La batalla de Doñana

En torno al Parque Nacional se ha desatado una batalla en la que hay más intereses en juego que los que afectan a la conservación de la reserva natural

Doñana es una de las principales reservas de biodiversidad de Europa, si no es la más importante de todas ellas. Todo lo que pase en torno al Parque Nacional se mira con lupa no sólo en su entorno, también en Madrid, en Bruselas y en las sedes de los poderosos grupos de presión medioambientalistas que hay en el mundo. La batalla desatada en torno a la proposición de ley aprobada por el Parlamento de Andalucía para ampliar regadíos en el entorno del espacio natural sólo se puede entender desde esta premisa. Hay en juego muchos intereses económicos y políticos que desenfocan la cuestión. La Junta de Andalucía no ha escogido el mejor momento para lanzar la iniciativa, aunque ninguno hubiese sido óptimo. A las puertas de unas elecciones municipales y autonómicas que se juegan, sobre todo para los dos grandes partidos, en clave nacional, en medio de una sequía atroz que ha desecado los humedales y ha supuesto ya una tragedia ecológica y con la Unión Europea lanzando continuas advertencias, lo único que faltaba era una iniciativa que, en su lectura más primaria, detraería agua de la reserva natural para dedicarla a la agricultura intensiva. El Gobierno de Pedro Sánchez no ha dudado ni un momento en utilizar la baza política que se le ponía por delante esgrimiendo argumentos que sorprenden por su bajeza, como el de llamar "señorito" a Juanma Moreno, olvidando, por ejemplo, que en la pasada legislatura el PSOE andaluz dio luz verde a la medida.
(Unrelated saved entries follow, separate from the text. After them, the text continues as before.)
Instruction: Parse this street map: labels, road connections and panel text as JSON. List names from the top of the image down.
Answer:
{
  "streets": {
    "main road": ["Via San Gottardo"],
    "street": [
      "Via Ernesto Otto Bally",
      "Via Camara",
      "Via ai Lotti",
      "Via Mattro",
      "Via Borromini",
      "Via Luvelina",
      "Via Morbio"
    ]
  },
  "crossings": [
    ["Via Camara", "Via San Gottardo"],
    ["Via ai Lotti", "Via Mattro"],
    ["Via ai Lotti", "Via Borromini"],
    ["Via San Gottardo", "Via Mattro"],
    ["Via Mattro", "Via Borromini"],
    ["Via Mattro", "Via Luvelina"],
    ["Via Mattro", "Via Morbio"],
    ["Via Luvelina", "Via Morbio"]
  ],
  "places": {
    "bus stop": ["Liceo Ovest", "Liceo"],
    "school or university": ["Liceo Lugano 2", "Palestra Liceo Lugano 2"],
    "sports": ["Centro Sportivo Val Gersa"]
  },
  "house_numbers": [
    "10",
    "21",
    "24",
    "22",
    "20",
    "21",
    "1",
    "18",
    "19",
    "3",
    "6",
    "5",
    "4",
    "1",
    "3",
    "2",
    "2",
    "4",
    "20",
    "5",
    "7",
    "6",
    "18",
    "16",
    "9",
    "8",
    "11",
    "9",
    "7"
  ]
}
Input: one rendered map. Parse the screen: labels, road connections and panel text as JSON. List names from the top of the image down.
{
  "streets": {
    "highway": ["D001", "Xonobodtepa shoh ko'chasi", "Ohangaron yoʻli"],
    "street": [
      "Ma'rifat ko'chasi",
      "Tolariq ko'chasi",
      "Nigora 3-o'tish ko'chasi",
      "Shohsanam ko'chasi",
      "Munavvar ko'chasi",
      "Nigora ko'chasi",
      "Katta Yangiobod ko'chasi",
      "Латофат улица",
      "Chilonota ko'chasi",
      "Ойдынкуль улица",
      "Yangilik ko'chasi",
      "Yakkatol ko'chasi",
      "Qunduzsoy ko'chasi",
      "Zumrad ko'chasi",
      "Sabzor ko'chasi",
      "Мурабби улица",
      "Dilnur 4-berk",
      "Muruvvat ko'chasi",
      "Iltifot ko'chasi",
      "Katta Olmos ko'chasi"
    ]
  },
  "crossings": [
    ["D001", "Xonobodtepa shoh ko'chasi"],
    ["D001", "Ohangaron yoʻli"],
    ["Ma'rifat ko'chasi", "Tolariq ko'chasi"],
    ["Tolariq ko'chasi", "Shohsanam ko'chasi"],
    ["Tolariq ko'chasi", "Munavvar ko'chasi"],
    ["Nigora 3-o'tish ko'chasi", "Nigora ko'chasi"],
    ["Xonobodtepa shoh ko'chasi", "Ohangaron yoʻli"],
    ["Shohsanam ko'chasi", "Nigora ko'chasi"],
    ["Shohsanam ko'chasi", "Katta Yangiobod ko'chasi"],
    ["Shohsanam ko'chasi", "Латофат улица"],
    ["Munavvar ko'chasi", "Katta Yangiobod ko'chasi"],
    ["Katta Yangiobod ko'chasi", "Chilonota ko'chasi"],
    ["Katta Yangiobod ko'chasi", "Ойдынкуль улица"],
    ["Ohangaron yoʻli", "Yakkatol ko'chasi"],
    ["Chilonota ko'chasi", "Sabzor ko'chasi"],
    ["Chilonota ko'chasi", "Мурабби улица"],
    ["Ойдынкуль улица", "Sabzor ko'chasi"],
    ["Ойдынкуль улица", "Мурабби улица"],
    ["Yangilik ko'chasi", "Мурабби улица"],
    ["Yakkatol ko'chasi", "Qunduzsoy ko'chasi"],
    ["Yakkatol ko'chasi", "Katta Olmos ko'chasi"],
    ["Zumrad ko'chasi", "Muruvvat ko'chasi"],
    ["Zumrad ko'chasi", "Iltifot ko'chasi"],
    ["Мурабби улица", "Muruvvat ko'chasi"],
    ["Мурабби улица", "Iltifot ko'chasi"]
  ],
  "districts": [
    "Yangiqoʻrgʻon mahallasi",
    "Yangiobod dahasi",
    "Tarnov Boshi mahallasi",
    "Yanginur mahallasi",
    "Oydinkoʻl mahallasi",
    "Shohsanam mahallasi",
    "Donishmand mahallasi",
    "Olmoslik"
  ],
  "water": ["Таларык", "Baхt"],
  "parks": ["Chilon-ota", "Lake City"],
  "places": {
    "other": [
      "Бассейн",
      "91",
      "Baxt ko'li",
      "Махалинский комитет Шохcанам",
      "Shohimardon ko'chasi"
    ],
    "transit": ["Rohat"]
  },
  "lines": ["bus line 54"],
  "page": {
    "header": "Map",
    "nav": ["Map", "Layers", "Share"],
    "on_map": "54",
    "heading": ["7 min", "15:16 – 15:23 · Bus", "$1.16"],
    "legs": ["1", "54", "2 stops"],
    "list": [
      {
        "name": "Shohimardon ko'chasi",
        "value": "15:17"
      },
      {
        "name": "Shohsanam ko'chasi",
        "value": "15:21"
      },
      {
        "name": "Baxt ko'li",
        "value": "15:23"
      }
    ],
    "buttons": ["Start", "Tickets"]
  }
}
A la Junta le ha faltado pedagogía. Si la ley apunta a la utilización de recursos hídricos que no afectarán ni al acuífero que nutre al Parque ni a sus aportaciones por lluvia, la verdad es que no ha logrado persuadir mínimamente ni a la comunidad científica ni a la Unión Europea, de los que no hay que suponer intereses bastardos en el tema. Desde este punto de vista, la Junta se ha equivocado y va a tener complicado convencer de que con la ley que se tramita es capaz de conciliar los intereses de Doñana con los de los agricultores de las zonas circundantes.